The moai or Easter Island heads or Easter Island statues, represent the most important pieces of Rapa Nui art and they have become its trademark. However, in spite of their abundance, there are around 600 moai distributed throughout the whole island and 397 are in the Rano Raraku quarry, there are still plenty of unanswered questions regarding these stone giants.
Even though oral tradition states that it was Hotu Matu’a, or the seven explorers that reached the island before him, who brought the first Moai to the island, the most accepted theory is that it was the first Polynesian villagers who started sculpting stone once they were settled.
These stone giants were created by the Rapa Nui to represent their ancestors or past rulers, who after dying had the ability to extend their mana (spiritual power) over the tribe to protect it.
The Easter Island statues were at first sculpted out of basalt, trachyte and red scoria, but the preference soon switched to volcanic rock from the Rano Raraku quarry. At first the moais were small, with wide heads and short ears, but little by little the styling was changed to include long torsos and rectangular heads with long noses, thin lips and long ears, who’s imagine is so characteristic.
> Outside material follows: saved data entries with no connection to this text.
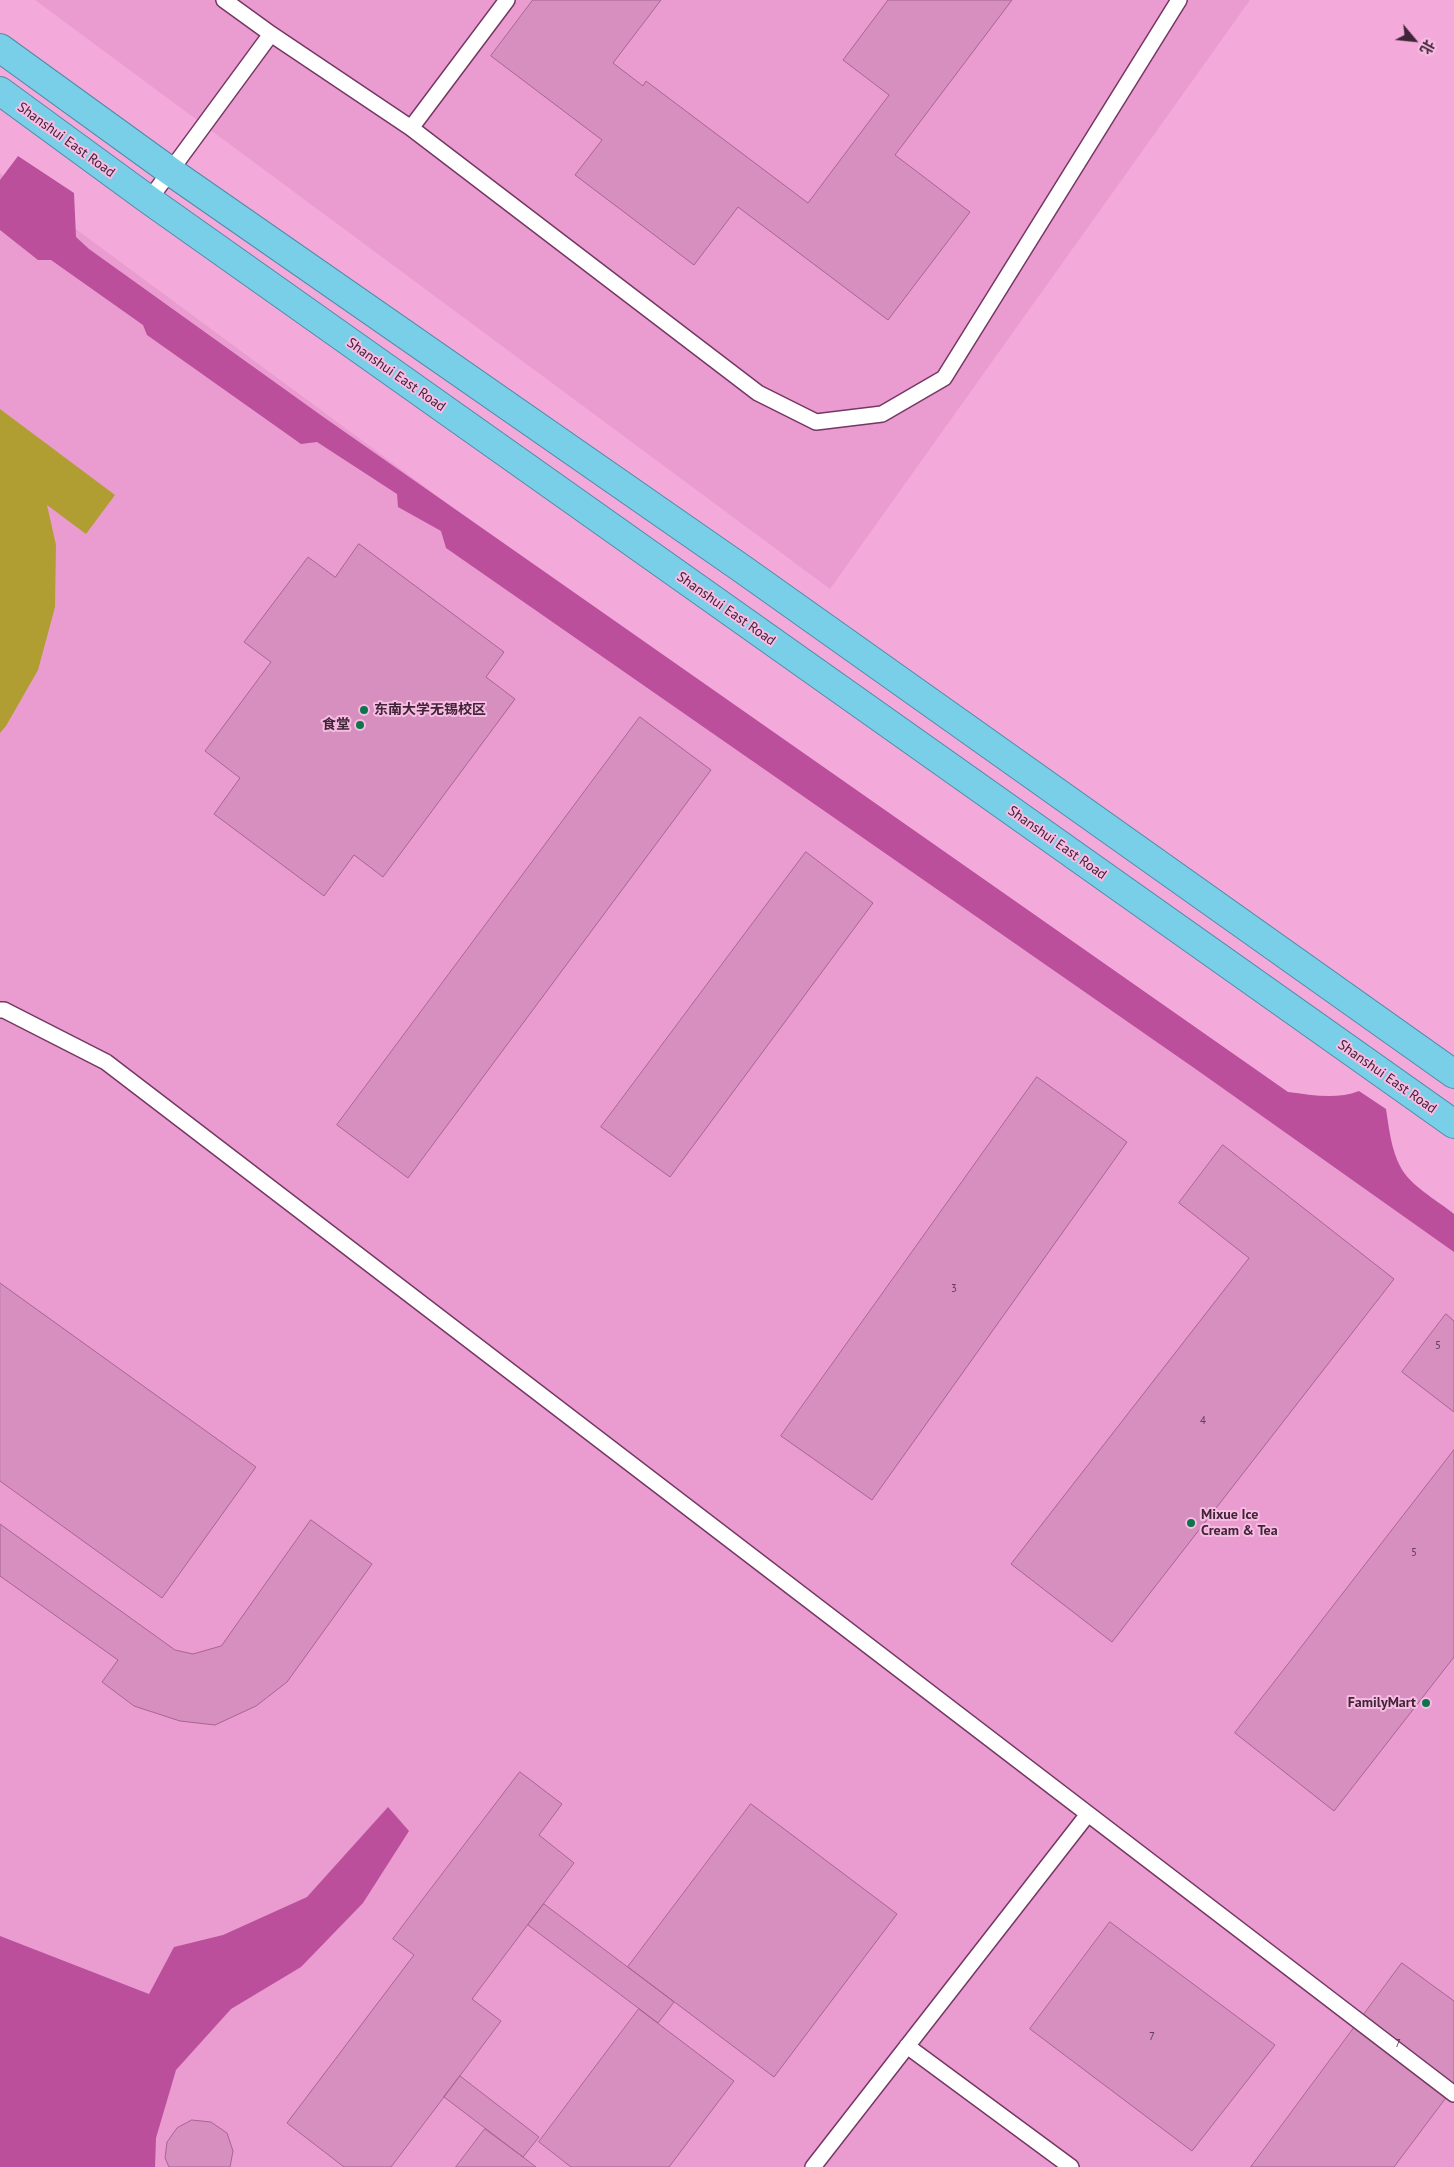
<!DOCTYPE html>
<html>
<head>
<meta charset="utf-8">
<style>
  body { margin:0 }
  #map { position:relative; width:1454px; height:2167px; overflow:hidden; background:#f3aada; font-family:"PT Sans","Noto Sans SC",sans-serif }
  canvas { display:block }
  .north { position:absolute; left:1389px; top:15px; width:50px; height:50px; -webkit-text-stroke:4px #f8bce3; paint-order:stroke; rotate:118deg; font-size:14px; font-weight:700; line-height:20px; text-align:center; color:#402437 }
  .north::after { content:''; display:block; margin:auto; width:18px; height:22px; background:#402437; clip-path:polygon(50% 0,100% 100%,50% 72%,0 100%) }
</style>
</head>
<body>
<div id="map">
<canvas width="1454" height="2167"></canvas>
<div class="north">北</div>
</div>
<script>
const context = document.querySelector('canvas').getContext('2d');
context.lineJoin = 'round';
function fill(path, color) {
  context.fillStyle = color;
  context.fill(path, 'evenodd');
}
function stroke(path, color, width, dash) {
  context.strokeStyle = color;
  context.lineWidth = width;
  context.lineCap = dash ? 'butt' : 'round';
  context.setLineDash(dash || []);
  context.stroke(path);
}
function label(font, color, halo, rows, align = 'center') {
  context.font = font + ' "PT Sans","Noto Sans SC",sans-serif';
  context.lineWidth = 4;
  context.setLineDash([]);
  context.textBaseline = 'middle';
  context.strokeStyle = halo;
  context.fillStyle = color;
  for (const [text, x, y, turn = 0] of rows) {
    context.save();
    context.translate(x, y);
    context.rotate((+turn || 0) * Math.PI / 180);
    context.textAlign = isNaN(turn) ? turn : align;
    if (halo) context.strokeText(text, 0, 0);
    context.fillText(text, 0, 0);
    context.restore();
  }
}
fill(new Path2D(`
  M 35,0 L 1250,0 L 830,589 Z
  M 0,173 L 1454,1247 L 1454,2167 L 0,2167 Z`), '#ea9cd0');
fill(new Path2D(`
  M 0,409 L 115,495 L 86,534 L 47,505 L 56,545 L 55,607 L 38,670 L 6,726 L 0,733 Z`), '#b09e32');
fill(new Path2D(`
  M 18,156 L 74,193 L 76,237 L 89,249 L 322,416 L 1288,1092 C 1312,1095 1336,1100 1359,1091 L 1386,1109 C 1389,1128 1391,1149 1400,1166 C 1410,1186 1437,1200 1454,1214 L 1454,1252 L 1197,1070 L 446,548 L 441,531 L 398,507 L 397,494 L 317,442 L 301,444 L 147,335 L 143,325 L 51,260 L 38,260 L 0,230 L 0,180 Z
  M 388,1807 L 409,1831 L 363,1903 L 301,1967 L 231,2009 L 176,2070 L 156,2138 L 155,2167 L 0,2167 L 0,1936 L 149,1994 L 174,1947 L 223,1935 L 307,1897 Z`), '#bb4f9c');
const building = new Path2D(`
  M 533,0 L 661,0 L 613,63 L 643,86 L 646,81 L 808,203 L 889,95 L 843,60 L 888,0 L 1012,0 L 895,155 L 970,212 L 888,320 L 738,207 L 694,265 L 575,175 L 602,140 L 491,56 Z
  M 359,544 L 504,652 L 486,677 L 515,699 L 383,877 L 354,855 L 324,896 L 214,814 L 240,778 L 205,751 L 271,662 L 244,642 L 308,557 L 335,577 Z
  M 640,717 L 711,770 L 408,1178 L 337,1125 Z
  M 806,852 L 873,903 L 670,1177 L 601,1127 Z
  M 1037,1077 L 1127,1142 L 872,1500 L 781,1436 Z
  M 1223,1145 L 1394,1279 L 1112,1642 L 1011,1564 L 1249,1258 L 1179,1203 Z
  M 0,1283 L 256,1467 L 162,1598 L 0,1481 Z
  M 1446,1314 L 1454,1321 L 1454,1412 L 1402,1372 Z
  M 1454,1450 L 1454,1657 L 1334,1811 L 1235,1733 Z
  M 311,1520 L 372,1564 L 287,1682 L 256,1706 L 215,1725 L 180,1721 L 134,1706 L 102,1682 L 118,1660 L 0,1576 L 0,1524 L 175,1650 L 193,1654 L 221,1646 Z
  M 520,1772 L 562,1804 L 539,1835 L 574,1863 L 472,1999 L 501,2021 L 444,2097 L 391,2167 L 344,2167 L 287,2123 L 414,1955 L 393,1939 Z
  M 751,1804 L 897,1914 L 774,2077 L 628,1967 Z
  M 544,1904 L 674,2002 L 658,2023 L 528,1925 Z
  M 1110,1922 L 1275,2045 L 1192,2151 L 1030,2029 Z
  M 1402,1963 L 1454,2001 L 1454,2087 L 1394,2167 L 1251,2167 Z
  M 639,2009 L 734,2081 L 669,2167 L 571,2167 L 539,2142 Z
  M 460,2076 L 539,2137 L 523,2157 L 444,2097 Z
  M 192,2120 L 211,2122 L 227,2133 L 233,2151 L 230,2167 L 169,2167 L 165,2158 L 167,2142 L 177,2128 Z
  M 485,2129 L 523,2157 L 536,2167 L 456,2167 Z`);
fill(building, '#d68fbe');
stroke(building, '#a86593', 1);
const service = new Path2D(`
  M 224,0 L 271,34 L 411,128 L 758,393 L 816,422 L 882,414 L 944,378 L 1179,0
  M 411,128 L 507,0
  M 149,200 L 271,34
  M 0,1010 L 4,1010 L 106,1062 L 1454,2094
  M 907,2046 L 1071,2167
  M 813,2167 L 1088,1814`);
const trunk = new Path2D(`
  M 0,48 L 170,171 L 741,568 L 1454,1074
  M 0,91 L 149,200 L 1454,1124`);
stroke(service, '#753763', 18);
stroke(trunk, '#508ba6', 30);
stroke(service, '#fff', 15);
stroke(trunk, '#7acfe8', 28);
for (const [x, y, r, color] of [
  [364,710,5,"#0d744c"],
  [360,725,5,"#0d744c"],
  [1191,1523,5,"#0d744c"],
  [1426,1703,5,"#0d744c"]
]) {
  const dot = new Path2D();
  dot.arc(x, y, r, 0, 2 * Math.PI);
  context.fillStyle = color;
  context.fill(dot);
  stroke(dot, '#f8bce3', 2);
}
label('11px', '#663f59', null, [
  ["3",954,1289],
  ["5",1438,1346],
  ["4",1203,1421],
  ["5",1414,1553],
  ["7",1152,2037],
  ["7",1398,2044]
]);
label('14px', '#402437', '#f8bce3', [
  ["Shanshui East Road",66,140,36],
  ["Shanshui East Road",396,375,35],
  ["Shanshui East Road",726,609,35],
  ["Shanshui East Road",1057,843,35],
  ["Shanshui East Road",1387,1077,35]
]);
label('bold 14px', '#402437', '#f8bce3', [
  ["东南大学无锡校区",374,710],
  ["食堂",350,725,"right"],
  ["Mixue Ice",1201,1515],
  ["Cream & Tea",1201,1531],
  ["FamilyMart",1416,1703,"right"]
], 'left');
</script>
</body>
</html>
Also, with the passing of time the sculptures increased in size to proportions that, it is believed, would have been impossible to transport.
The master carvers sculpted the stone with basalt or obsidian chisels and it’s calculated that a team of carvers could take 2 years in finishing a big moai. First, the front side was carved with all of the details except the eye sockets. Then, the back was chiseled to dislodge the stone statue from the main rock, stand it upright with the help of ropes and place it in the previously prepared pits.
Once upright, the sculpting was completed and the Moai was ready to take one of the four “Moai paths” that would lead it to the ahu (altar) it was destined for. Though many theories have been stipulated, the transport of the Moai is still the biggest unresolved mystery of Easter Island.
Once the Moai was set up in its ahu, the eye sockets were sculpted and, in a ceremonious ritual, the eyes made from white coral and red scoria were placed; from this moment on it was considered that the Moai’s mana could project over the tribe. Finally, an enormous red scoria cylinder called pukao was placed on top of its head. The meaning of the pukao is ambiguous, on one hand it is believed to have represented the tribe’s hierarchy and on the other to have symbolized the long hair that the islanders used to wear up in a bun.
The average height of a Moai is 4 meters. However, on the northern coast of the island one has been found that measures up to 10 meters and has an approximate weight of 82 tons. Also in the quarry, still attached to the rock, is the biggest Moai, almost 22 meters long and whose weight is estimated between 250 to 300 tons.
Though the majority of the Moai are male representations, because it is believed that all of the chiefs were men, it’s noteworthy that there are approximately twelve moais with feminine traits, such as pronounced breasts or sculpted vulvas.
One of the most well-preserved Moai, sculpted in basalt, is known as Hoa Hakananai’a and is found in the British Museum. This Moai shows all of the Rapanui beliefs’ symbology on its back.